▸ **Input material**
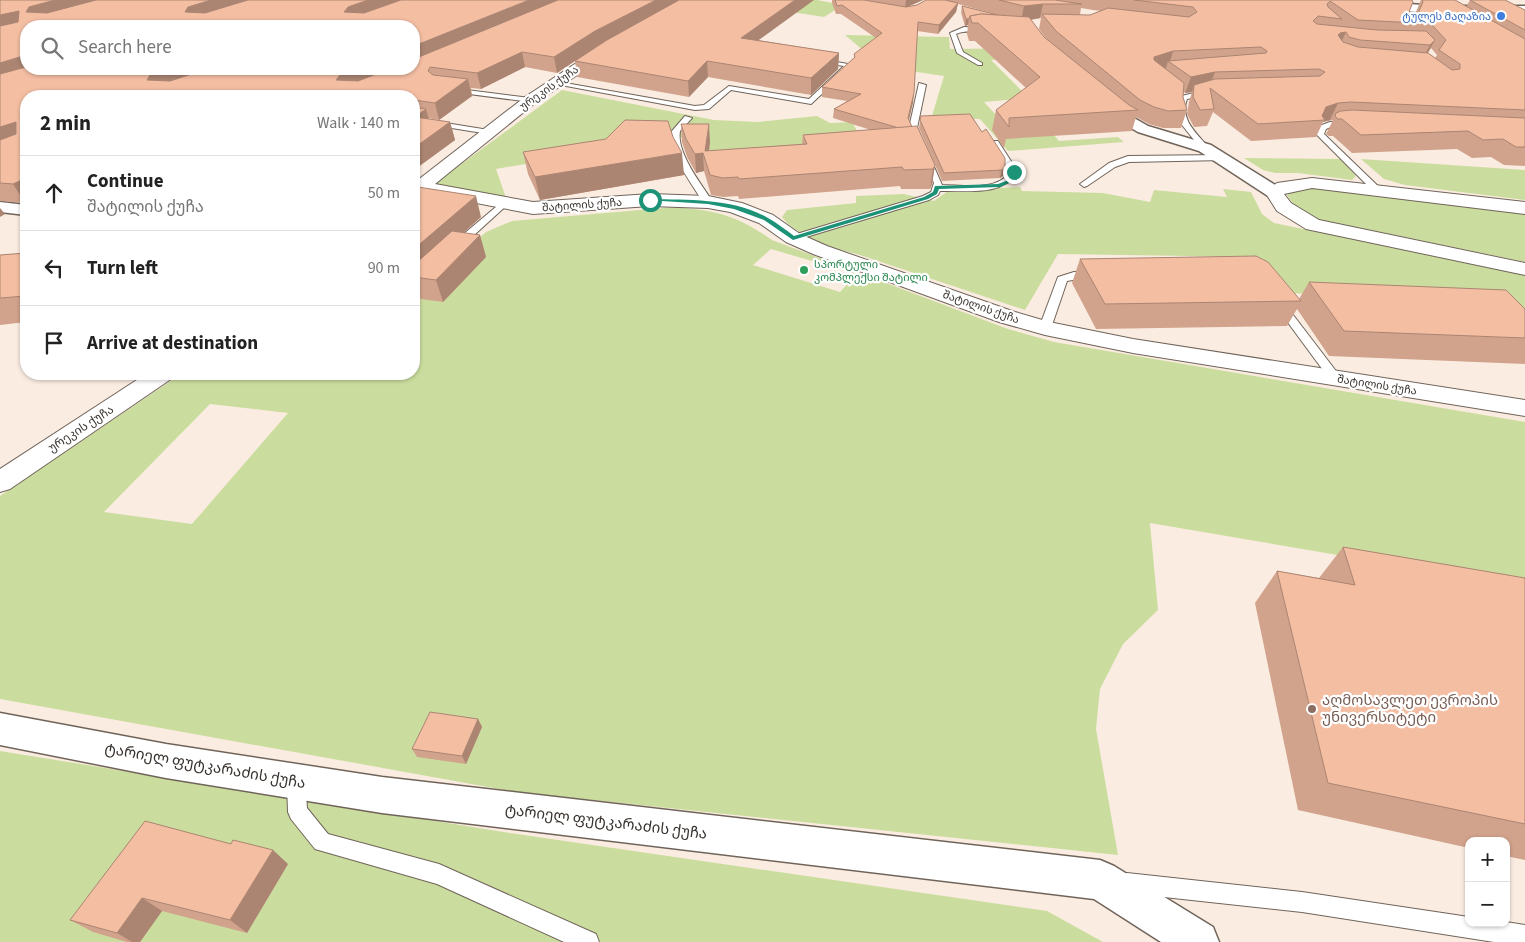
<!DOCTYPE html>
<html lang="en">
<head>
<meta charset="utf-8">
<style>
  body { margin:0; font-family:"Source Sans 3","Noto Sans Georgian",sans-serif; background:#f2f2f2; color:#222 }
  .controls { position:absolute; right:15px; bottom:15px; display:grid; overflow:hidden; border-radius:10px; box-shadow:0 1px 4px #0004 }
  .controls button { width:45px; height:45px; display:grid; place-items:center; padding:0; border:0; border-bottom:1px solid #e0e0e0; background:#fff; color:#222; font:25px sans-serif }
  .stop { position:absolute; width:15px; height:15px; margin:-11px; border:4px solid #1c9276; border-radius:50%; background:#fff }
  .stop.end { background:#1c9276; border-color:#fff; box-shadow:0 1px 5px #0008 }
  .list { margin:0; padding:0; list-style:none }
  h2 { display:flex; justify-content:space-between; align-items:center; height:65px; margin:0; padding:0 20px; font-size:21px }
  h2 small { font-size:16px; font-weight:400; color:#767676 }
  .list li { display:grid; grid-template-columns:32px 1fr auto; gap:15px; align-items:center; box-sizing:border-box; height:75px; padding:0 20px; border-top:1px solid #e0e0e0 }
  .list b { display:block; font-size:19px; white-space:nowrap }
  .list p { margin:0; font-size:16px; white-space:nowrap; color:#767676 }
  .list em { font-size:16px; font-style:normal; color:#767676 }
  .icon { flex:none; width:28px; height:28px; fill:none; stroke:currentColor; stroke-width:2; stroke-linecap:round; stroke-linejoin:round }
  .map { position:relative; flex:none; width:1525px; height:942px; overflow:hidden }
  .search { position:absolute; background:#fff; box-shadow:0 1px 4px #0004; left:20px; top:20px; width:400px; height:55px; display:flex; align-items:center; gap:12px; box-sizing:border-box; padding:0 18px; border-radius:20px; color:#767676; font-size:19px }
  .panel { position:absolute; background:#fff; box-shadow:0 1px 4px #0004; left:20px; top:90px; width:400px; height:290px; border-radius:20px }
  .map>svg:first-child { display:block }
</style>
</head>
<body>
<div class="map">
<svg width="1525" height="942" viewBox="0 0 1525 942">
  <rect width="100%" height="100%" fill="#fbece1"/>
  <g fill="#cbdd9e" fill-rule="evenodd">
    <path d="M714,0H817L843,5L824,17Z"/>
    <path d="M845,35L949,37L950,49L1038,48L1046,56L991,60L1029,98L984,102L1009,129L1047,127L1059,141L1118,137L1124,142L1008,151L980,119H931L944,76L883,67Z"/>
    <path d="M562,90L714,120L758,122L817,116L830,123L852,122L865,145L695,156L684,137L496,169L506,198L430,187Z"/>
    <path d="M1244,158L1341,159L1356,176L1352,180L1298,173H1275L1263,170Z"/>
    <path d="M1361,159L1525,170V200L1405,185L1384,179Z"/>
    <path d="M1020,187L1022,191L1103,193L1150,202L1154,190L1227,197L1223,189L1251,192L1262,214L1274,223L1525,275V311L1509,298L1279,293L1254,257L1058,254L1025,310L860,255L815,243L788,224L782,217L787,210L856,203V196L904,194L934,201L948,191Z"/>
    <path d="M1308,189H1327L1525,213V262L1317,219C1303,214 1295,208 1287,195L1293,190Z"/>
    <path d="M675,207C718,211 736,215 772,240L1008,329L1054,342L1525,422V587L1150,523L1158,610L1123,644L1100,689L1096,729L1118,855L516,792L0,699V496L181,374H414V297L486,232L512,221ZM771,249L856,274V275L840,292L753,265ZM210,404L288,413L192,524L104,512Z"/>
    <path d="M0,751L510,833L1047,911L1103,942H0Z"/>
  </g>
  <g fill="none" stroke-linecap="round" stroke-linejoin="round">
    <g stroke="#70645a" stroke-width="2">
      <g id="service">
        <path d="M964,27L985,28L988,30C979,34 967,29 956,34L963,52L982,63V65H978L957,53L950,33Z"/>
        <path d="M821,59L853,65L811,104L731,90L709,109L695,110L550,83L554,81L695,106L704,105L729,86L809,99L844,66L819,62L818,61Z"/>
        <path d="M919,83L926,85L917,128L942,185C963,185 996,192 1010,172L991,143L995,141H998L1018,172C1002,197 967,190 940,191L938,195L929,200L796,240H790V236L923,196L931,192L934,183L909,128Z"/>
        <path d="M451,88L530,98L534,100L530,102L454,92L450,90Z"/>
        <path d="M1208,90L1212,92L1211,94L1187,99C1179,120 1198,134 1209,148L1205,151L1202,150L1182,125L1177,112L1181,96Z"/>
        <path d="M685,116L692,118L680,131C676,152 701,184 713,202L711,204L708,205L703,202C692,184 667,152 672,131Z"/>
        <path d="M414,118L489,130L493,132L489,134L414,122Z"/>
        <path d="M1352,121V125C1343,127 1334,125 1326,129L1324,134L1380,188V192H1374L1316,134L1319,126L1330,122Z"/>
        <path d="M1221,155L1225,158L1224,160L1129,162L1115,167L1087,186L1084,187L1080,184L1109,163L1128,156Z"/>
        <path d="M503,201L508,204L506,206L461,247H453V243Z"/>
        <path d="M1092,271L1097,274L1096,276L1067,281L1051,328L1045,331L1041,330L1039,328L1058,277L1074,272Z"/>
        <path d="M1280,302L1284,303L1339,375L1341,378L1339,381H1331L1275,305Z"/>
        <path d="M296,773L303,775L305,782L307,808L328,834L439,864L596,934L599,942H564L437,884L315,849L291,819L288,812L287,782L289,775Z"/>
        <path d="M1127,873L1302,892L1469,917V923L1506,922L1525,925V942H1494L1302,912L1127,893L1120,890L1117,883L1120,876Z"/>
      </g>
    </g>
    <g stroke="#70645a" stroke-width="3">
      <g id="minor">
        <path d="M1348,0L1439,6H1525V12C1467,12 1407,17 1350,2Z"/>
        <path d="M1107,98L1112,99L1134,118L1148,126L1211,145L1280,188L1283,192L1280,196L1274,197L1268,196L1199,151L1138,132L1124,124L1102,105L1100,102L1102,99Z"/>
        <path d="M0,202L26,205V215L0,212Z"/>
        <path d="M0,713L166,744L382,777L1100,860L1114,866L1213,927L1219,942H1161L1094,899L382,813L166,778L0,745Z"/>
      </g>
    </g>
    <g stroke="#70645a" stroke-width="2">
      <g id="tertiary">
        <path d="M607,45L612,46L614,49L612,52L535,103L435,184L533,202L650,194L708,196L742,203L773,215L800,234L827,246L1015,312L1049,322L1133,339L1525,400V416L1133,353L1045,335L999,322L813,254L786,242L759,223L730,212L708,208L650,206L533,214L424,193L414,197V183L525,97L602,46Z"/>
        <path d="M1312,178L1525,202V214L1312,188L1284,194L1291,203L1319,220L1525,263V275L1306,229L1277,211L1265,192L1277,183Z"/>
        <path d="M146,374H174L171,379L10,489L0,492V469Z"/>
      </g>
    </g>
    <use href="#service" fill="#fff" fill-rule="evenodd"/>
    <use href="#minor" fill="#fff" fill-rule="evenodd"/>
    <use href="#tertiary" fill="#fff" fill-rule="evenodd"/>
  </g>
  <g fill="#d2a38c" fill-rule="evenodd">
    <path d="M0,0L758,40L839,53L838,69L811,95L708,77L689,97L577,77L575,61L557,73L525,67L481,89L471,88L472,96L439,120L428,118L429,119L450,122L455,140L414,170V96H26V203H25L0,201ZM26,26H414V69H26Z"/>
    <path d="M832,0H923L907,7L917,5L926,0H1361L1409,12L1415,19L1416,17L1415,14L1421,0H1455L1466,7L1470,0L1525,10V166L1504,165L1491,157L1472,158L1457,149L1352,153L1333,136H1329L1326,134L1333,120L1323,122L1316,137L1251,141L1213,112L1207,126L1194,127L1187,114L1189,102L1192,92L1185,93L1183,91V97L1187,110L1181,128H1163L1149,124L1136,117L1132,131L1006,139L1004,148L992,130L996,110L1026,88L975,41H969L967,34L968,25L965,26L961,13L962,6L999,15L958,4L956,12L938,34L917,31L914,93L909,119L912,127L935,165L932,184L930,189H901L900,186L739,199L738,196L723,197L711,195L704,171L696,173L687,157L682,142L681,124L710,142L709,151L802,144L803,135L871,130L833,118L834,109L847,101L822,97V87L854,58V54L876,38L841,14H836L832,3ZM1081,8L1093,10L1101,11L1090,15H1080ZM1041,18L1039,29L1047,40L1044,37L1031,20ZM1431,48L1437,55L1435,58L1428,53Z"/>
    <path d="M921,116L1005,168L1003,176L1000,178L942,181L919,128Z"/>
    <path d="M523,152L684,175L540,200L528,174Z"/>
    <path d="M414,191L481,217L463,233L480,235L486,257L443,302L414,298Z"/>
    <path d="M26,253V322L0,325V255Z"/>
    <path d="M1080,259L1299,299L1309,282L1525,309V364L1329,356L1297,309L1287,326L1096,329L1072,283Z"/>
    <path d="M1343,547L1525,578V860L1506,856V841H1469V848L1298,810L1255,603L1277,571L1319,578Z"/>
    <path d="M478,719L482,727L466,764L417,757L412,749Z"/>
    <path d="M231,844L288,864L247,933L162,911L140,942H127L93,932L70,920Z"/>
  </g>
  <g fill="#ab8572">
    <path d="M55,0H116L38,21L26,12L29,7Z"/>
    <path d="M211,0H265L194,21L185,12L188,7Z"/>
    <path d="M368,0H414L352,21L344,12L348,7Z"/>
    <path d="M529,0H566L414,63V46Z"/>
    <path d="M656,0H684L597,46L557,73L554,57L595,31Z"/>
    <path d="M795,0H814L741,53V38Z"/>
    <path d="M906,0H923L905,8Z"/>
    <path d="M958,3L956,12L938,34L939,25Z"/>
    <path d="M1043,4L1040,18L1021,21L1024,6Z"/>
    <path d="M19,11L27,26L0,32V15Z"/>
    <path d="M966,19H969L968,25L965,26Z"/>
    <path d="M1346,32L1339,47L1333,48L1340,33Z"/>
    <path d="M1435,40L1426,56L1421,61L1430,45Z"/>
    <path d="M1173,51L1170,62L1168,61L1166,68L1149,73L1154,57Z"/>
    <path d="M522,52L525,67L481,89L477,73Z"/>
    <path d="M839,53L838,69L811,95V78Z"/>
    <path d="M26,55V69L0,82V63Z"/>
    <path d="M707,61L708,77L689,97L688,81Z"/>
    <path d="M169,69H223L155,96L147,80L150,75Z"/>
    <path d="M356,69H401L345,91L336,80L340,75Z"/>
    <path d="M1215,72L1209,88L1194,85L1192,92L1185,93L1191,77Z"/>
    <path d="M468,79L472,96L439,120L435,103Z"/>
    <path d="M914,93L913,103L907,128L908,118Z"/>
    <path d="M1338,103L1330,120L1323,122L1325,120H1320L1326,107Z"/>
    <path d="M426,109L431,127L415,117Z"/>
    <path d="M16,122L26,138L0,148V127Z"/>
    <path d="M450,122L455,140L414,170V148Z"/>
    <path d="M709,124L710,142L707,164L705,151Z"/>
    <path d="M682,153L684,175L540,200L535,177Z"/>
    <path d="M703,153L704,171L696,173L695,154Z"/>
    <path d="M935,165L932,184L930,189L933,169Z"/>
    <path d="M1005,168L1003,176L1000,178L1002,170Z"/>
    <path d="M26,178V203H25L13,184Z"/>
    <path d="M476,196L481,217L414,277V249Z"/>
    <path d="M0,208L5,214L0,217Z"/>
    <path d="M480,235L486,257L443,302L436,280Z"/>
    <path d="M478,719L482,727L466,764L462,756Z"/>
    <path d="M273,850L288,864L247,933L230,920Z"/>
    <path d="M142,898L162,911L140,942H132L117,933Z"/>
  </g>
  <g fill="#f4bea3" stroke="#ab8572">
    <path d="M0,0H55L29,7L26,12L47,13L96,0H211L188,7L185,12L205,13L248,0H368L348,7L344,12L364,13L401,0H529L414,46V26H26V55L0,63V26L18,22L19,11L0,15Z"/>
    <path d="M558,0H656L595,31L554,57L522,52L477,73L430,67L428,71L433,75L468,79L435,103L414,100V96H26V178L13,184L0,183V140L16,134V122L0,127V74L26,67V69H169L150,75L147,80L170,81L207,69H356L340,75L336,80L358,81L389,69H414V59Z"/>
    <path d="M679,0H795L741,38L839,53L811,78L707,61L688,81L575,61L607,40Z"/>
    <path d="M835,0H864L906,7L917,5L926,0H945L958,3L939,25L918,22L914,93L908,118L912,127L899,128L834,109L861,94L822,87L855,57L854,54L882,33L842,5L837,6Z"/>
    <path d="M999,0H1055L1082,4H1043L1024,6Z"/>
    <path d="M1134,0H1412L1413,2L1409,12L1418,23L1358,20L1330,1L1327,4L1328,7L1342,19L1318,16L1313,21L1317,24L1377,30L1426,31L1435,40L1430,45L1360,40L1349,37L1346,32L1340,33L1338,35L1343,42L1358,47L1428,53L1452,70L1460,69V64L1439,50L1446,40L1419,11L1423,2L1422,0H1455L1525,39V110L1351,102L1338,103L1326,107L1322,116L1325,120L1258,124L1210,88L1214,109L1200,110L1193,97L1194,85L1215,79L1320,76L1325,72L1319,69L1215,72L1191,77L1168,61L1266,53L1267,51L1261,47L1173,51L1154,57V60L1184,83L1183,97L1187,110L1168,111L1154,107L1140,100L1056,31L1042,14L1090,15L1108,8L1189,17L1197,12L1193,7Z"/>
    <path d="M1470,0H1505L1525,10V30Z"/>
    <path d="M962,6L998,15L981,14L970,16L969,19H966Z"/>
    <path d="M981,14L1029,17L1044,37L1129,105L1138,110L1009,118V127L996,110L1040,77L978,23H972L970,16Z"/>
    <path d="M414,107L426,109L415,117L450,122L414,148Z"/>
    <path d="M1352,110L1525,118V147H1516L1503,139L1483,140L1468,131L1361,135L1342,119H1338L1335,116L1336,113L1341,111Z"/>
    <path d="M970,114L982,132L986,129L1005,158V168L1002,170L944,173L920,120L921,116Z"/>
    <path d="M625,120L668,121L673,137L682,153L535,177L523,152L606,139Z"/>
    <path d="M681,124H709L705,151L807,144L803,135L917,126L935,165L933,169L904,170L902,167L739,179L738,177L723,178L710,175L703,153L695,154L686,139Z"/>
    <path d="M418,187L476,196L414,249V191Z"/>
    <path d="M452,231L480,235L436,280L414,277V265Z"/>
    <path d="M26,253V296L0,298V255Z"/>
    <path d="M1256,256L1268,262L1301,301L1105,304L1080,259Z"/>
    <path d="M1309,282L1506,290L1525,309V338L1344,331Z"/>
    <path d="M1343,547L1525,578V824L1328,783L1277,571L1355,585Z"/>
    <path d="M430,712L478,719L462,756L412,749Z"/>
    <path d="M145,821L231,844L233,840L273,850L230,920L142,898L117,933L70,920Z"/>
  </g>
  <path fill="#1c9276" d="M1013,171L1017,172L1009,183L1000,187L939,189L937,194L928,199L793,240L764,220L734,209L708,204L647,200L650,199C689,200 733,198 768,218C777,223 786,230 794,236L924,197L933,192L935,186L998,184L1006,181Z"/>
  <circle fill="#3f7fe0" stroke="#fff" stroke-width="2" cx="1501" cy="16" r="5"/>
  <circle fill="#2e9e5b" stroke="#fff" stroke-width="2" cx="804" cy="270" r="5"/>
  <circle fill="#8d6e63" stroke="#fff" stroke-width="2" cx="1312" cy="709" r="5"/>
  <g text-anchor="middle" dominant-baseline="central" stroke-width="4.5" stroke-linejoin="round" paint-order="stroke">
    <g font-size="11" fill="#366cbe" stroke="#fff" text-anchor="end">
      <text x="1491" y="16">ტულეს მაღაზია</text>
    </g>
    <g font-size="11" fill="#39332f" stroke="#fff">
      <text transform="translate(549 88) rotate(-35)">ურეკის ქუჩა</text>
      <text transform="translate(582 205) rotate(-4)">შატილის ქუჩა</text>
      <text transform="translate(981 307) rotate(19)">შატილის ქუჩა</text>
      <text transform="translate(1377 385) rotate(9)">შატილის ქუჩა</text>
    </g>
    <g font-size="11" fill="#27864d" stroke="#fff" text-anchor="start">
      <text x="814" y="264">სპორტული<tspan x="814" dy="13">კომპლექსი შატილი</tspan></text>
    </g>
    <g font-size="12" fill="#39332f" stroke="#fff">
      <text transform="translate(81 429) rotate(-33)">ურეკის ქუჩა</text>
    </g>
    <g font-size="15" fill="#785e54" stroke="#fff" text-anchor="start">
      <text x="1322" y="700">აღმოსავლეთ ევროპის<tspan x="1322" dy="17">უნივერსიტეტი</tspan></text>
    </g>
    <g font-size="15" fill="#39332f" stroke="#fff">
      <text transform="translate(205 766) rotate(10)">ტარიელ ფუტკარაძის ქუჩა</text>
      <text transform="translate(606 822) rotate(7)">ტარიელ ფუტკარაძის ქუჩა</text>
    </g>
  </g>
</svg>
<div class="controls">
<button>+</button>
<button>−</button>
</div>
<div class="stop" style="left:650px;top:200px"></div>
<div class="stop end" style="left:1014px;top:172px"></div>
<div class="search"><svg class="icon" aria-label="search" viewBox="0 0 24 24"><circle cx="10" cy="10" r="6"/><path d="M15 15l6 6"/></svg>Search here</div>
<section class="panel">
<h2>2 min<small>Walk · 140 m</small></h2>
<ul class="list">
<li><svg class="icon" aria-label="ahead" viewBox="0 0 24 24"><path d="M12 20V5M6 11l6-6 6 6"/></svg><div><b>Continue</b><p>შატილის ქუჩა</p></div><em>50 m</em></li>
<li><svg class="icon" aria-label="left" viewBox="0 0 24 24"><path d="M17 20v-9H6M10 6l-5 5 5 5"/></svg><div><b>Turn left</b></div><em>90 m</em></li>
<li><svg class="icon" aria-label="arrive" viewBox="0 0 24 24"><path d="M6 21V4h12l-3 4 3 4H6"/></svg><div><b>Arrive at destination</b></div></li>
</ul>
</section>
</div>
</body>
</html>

▸ **What to work on**
Please return each line of the data above in which the word "linecap" occurs.

▸ **Answer to the exercise**
  .icon { flex:none; width:28px; height:28px; fill:none; stroke:currentColor; stroke-width:2; stroke-linecap:round; stroke-linejoin:round }
  <g fill="none" stroke-linecap="round" stroke-linejoin="round">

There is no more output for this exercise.